A traveler is crossing a long, narrow rope bridge stretched between two cliffs.
A strong wind sways the bridge with every step.
Each step requires focus. There’s no room for distraction.
Halfway through, a thought pops into his head:
I wonder when this bridge was built? By who? When?
Reasonable questions. They might even be interesting.
But right then, they’re dangerous.
The traveler is exposed—mid-task, committed to a path.
Pondering these questions risks everything. Momentum vanishes.
He may not make it.
This is how many good ideas fall apart.
Not from lack of intelligence, but from interruption by questions that arrive too early.
There’s a common belief that asking why signals depth.
But in practice, it often derails clarity instead of creating it.
It shows up mid-process and pulls attention sideways.
Here’s a more familiar version of the same thing:
Someone is trying to understand how fractions work.
¾ means “three out of four parts”—the concept is just starting to click.
A pizza is imagined, divided into slices.
Then the detour appears:
Why were fractions invented? Who came up with this system? What did ancient civilizations use?
All interesting questions.
But now the search leads to Babylonians and Egyptian number systems.
Meanwhile, the odds of accomplishing the original goal—how to add ½ and ⅓—have decreased dramatically.

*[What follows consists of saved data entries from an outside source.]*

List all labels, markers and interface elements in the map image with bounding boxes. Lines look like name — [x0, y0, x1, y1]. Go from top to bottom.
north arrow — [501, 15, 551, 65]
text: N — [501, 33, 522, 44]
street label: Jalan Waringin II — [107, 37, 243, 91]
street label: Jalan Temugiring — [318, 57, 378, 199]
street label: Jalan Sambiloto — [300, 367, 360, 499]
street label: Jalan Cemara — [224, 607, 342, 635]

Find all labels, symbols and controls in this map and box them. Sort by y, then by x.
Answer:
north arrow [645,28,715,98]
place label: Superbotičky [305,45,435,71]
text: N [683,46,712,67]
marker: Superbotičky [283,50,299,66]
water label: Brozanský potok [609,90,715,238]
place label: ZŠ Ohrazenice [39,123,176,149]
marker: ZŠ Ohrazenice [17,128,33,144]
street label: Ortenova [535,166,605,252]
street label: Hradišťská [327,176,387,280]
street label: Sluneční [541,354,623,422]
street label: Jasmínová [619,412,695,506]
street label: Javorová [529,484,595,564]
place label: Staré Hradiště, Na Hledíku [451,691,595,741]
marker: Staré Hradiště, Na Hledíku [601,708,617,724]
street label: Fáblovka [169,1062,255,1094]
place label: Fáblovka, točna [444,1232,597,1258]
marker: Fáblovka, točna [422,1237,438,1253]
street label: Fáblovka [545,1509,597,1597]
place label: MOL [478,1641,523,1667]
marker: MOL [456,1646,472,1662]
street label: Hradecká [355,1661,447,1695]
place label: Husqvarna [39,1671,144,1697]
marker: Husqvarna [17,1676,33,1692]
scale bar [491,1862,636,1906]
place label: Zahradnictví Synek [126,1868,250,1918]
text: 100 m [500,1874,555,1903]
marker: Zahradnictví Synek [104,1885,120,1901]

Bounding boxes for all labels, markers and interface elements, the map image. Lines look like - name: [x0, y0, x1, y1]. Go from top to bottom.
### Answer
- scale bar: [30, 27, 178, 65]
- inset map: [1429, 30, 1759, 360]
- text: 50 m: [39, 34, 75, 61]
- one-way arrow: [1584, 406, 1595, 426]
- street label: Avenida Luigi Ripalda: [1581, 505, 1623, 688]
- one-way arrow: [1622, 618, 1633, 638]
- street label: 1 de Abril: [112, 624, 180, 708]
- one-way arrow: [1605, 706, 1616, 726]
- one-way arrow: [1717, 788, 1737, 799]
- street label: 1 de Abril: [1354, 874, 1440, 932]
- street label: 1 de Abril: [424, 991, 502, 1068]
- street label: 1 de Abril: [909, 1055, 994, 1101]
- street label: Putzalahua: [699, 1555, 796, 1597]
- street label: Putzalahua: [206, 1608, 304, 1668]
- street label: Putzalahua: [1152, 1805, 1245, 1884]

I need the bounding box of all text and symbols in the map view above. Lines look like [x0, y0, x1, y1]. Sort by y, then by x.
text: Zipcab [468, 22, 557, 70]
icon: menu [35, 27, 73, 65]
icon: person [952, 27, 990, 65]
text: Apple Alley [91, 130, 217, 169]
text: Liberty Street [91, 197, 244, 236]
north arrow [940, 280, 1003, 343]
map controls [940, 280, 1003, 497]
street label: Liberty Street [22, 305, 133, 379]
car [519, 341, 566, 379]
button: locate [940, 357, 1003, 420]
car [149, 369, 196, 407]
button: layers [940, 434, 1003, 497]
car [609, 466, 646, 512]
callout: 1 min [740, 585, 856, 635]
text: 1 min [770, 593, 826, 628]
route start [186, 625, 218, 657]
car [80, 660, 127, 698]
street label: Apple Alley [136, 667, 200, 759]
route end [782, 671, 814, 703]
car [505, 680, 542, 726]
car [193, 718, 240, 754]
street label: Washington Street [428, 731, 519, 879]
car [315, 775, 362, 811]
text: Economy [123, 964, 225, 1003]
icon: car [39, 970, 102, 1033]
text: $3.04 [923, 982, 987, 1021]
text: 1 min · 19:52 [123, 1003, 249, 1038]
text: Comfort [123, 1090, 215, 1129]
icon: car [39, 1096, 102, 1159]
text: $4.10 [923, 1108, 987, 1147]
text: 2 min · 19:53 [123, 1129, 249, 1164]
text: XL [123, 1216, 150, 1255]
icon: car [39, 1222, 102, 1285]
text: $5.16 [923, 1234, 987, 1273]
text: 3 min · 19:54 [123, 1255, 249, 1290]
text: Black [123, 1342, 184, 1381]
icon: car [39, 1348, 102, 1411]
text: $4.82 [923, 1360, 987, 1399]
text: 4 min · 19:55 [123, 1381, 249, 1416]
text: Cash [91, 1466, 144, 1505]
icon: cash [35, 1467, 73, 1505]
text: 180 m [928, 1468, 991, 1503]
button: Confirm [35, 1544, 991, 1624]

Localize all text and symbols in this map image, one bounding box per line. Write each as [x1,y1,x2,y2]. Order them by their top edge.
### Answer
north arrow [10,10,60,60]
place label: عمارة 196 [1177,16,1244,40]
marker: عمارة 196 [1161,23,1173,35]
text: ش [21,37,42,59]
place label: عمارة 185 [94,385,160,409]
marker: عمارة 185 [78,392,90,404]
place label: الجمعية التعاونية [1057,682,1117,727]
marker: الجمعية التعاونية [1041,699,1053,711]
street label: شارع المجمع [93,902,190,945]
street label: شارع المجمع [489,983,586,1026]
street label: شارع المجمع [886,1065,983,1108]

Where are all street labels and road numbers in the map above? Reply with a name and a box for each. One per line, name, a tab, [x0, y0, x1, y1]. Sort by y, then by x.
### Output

The clear train of thought gets overtaken.
The mind was learning. Now it’s wandering.
That’s the risk: why can become a mental detour.
A break in rhythm. A loss of thread.
Sometimes the strongest move is to keep going.
Let the idea unfold. Let the sentence complete itself.
Questions can wait.
And here’s the twist:
The questions that derail the process are often good ones.
They might be exactly the clues needed to steer thought in a better direction—just not yet.
They don’t need to be solved or answered immediately.
Write them down. Hold onto them. Come back later—after the task is done.
Whether the work is physical or mental, the rule holds: stay on track now. Explore tangents after.




Good advice. Is the answer 5/6ths? I did it in my head. That must mean according to AARP that I don’t have dementia.